On Aug 19, 2002, itsajungle wrote:

This plant found at a charity sale for $2, has exceeded any expectations. A repeat bloomer, texture of the petals is very sensuous,like real satin.Softly fragrant. Glossy, healthy leaves. Thorny! easily trained . disease and pest resistant in my climate SW BC. A piece was broken when I got it home so I dipped it in a little rooting powder last year and it is just getting ready to bloom with 2 buds now. I would recommend this rose, as fast grower, easy-care, "a Happy Rosa!"


On Aug 19, 2002, dragonlady0747 from Troisdorf
Germany wrote:

New dawn is only faintly scented and the flowers loose that pink colour when in bloom. Also it is growing extremely quickly and as I trained it over a garden arch I always have to keep it in shape.

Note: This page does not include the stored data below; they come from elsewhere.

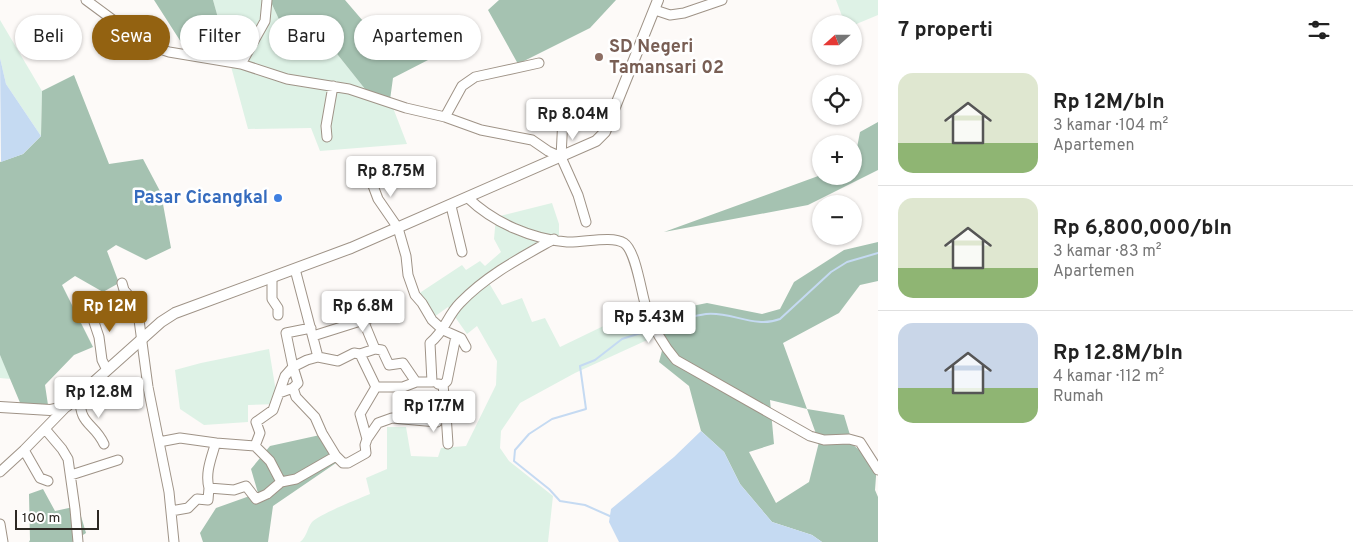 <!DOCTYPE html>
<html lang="id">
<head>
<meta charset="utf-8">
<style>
	:root { --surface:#fff; --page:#f2f2f2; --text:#222; --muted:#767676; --line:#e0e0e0; --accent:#936211 }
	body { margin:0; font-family:Overpass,sans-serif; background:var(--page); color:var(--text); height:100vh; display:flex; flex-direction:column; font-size:19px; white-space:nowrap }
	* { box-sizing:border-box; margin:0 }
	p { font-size:16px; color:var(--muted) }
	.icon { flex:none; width:28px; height:28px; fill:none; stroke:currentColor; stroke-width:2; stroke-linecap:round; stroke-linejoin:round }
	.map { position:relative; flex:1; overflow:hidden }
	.sheet { display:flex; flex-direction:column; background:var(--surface); width:475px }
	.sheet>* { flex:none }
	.hud { position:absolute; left:15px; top:15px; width:475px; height:45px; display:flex; gap:10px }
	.needle { width:32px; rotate:249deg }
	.fabs { position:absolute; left:812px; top:15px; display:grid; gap:10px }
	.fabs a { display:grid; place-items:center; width:50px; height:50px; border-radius:50%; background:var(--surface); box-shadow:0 1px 4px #0004; font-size:25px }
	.scale { position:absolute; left:15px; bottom:12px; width:84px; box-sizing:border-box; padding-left:5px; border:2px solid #2d2823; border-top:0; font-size:14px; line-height:18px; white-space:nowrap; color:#2d2823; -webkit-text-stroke:4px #fff; paint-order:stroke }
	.price { position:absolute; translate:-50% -42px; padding:0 11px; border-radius:5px; background:#fff; color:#222; font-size:16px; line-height:32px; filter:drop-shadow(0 1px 2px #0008) }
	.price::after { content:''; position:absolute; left:50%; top:30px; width:15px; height:11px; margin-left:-8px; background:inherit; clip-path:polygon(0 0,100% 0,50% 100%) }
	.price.active { background:var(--accent); color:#fff }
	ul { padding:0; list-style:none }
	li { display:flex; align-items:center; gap:15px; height:125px; padding:0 20px }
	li+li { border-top:1px solid var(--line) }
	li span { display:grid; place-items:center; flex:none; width:140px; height:100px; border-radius:15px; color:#555 }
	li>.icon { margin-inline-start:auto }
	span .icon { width:60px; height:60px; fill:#fffc; stroke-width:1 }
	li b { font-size:21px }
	h2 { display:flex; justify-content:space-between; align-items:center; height:60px; padding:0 20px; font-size:21px }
	.pill { padding:0 18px; border-radius:22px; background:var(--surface); box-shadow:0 1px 4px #0004; font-size:18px; line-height:45px }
	.pill.active { background:var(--accent); color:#fff }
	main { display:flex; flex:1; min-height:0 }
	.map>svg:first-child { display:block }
</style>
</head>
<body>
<main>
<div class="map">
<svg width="878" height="542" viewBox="0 0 878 542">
	<rect width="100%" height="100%" fill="#fdfaf8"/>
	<path fill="#def2e6" d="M213 0H270L289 41 326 40 365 89 390 100 407 144 320 151 311 128 248 129Z
		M836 0H878V15L854 25V24H845Z
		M0 20 42 91 41 136 6 84 0 58Z
		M552 203 559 224V242L486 278 502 305 522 298 532 322 545 318 560 347 649 304 656 336 575 373 520 403 501 431 500 448 509 461 553 496 548 542H300C307 537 307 528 312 522 320 514 358 499 370 494L366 478 387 469V427H406L411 456 438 457 441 448 466 446 496 385 497 361 477 326 467 334 448 307 434 317 415 296 462 265 466 270 480 261 485 266 501 252 494 239 496 217Z
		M269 349 278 404 248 405V422L204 425 180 409 175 370 201 363Z
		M0 355 11 379 0 378Z"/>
	<path fill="#a5c2b1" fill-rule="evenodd" d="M154 0H213L230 61 188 53Z
		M270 0H345L363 21 430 59 393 78 390 100 365 89 326 40 289 41Z
		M499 0H616L590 28 518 64 488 10Z
		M74 75 109 164 143 159 161 193 171 248 146 260 116 245 107 251 119 283 103 292 75 276 62 285 93 347 74 355 45 385 48 405H21L0 355V162L23 154 41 136 42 91Z
		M878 122V170L808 205 664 232 821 175 854 176V163L860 132Z
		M878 242V281L860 285 839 313 783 343 807 409 844 415 853 445 877 463 875 490 878 497V542H822L812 535 772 522 740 484 724 452 701 431 689 386 659 362 663 347 652 314 707 303 762 314 780 309 794 282 844 250ZM770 400 807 409 819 442 809 482 776 503 749 452 774 444Z
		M320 435 336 463 273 506 268 542H203L200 533 216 508 258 493 251 469 270 446Z
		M43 489 55 511 78 506 86 533 72 542H29L30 540 29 494Z"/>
	<path fill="#c5daf2" d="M0 58 6 84 41 136 23 154 1 162Z
		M701 431 724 452 740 484 772 522 812 535 822 542H619L609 522 611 509 674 457Z"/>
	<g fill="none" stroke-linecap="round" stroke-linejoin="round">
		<path stroke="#c5daf2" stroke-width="2" d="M660 327C674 322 691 316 706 314 731 311 755 329 780 319L831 272 847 262 878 253
			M612 517 585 505 560 501 549 489 514 461 515 450 529 434 552 419 586 409 580 366 595 360 622 339 650 330"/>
		<g stroke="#9f9387" stroke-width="11">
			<path id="minor" d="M86 0 132 34 151 46 169 52 241 64 287 79 349 89 406 108 445 117 481 130 532 140 548 151 561 157
				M655 10 670 15 684 13 722 0
				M241 64 265 21 267 0
				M445 117 462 86 475 77 539 63
				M327 137 326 126 333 86
				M369 175 378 199 398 228 406 256 408 275 415 295 422 303 432 320 443 330 461 338 466 347
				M468 198C494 223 532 239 567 242 583 243 612 235 624 243 636 251 641 292 646 307 653 327 662 344 676 360L810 436 824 440 849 439 860 442 878 470
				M451 206 462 252
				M586 222 578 195 561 157 563 117 570 115 607 127
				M295 269 318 357
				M272 278V299L278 308V315
				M122 283 124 290 137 305 148 387 169 492 174 542
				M94 301 92 311 93 319 99 337 102 360 107 370
				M363 320 375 349
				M313 336 370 318 372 314 367 301
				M360 354 375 349 382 350 389 365 403 363 416 382
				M438 384 443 385 447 381 456 336
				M293 388 296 397 315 417 322 433 336 456
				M279 393 293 388 298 383 293 367 286 333 311 328
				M80 396C79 426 94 422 104 444
				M446 414 448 444
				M45 429 62 449 68 459 75 509 78 542
				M367 439 378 423 392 418 437 422 439 417 446 414 443 385
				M159 442 180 438 216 443
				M255 446 270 461 281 482
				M24 450 40 478 48 481
				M0 472 24 450 67 406
				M71 475 118 460
				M209 488C205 473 211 459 215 445L216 443 255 446 260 433 256 422 273 410 285 376 293 367 307 360 318 357 338 361 354 353 360 354 376 387
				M171 511 188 508 197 499 208 500 209 488 234 490 246 486 256 499 267 494 281 482 296 479 336 456 343 463H348L366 453 365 445 367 439 360 414 376 387H403L416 382H432L430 343C446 330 447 316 460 303 487 275 520 258 554 239
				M0 524 3 542"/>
		</g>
		<g stroke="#9f9387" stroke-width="12">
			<path id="major" d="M0 407 50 410 67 406 161 322 175 313 351 248 596 141 605 132 658 0"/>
		</g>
		<use href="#minor" stroke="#fff" stroke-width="9"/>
		<use href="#major" stroke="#fff" stroke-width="10"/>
	</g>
	<circle fill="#8d6e63" stroke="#fff" stroke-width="2" cx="599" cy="57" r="5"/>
	<circle fill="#3f7fe0" stroke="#fff" stroke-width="2" cx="278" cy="198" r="5"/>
	<g text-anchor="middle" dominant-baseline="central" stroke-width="5" stroke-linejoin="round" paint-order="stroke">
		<g font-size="18" font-weight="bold" fill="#785e54" stroke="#fff" text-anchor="start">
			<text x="609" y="47">SD Negeri<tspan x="609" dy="21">Tamansari 02</tspan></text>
		</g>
		<g font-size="18" font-weight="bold" fill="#366cbe" stroke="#fff" text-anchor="end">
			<text x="268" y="198">Pasar Cicangkal</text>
		</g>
	</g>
</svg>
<div class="fabs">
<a><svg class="needle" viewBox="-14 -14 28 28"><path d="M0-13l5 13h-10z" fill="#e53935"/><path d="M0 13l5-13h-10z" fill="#767676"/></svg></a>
<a><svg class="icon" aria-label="locate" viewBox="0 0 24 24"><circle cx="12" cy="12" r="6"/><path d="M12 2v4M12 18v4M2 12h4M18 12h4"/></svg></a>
<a>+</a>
<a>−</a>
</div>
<div class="scale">100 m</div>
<b class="price" style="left:573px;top:141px">Rp 8.04M</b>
<b class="price" style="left:391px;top:198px">Rp 8.75M</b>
<b class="price active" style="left:110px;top:333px">Rp 12M</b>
<b class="price" style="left:363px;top:333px">Rp 6.8M</b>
<b class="price" style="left:649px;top:344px">Rp 5.43M</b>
<b class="price" style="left:99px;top:419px">Rp 12.8M</b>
<b class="price" style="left:434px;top:433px">Rp 17.7M</b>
<div class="hud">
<a class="pill">Beli</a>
<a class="pill active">Sewa</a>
<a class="pill">Filter</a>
<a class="pill">Baru</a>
<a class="pill">Apartemen</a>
</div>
</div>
<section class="sheet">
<h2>7 properti<svg class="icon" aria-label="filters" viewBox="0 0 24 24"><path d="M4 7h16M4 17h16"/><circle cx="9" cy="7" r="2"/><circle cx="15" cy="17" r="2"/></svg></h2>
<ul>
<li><span style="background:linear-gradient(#dfe7d0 70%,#8fb573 0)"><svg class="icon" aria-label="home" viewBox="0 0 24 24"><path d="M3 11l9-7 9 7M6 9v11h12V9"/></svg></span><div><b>Rp 12M/bln</b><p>3 kamar · 104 m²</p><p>Apartemen</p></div></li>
<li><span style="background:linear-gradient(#dfe7d0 70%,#8fb573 0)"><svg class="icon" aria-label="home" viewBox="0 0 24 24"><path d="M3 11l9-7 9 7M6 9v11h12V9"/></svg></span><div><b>Rp 6,800,000/bln</b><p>3 kamar · 83 m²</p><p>Apartemen</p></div></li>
<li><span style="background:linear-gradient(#c9d6e8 65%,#8fb573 0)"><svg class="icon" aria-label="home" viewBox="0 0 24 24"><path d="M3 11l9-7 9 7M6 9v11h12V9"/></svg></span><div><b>Rp 12.8M/bln</b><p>4 kamar · 112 m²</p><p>Rumah</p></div></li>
</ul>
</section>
</main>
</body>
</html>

On Jul 13, 2002, davidmcewan from glasgow
United Kingdom wrote:

New Dawn is a plant worthy of any garden. I would class it as a rambler/climber, its stems are lax and easily trained. The pale pink blooms are scented and appear in clusters in mid-summer. Height is around 12ft.


On Feb 12, 2001, Grits from Pineville, LA (Zone 8b) wrote:

1930 12-20' Fragrant Zone 5-9
Climbing Rose
Beautiful pale pink 3" semi-double blossoms upon dark green foliage. Repeat blooms even in summer with large flushes in late spring and fall. Wonderful along a fence or trained over an archway.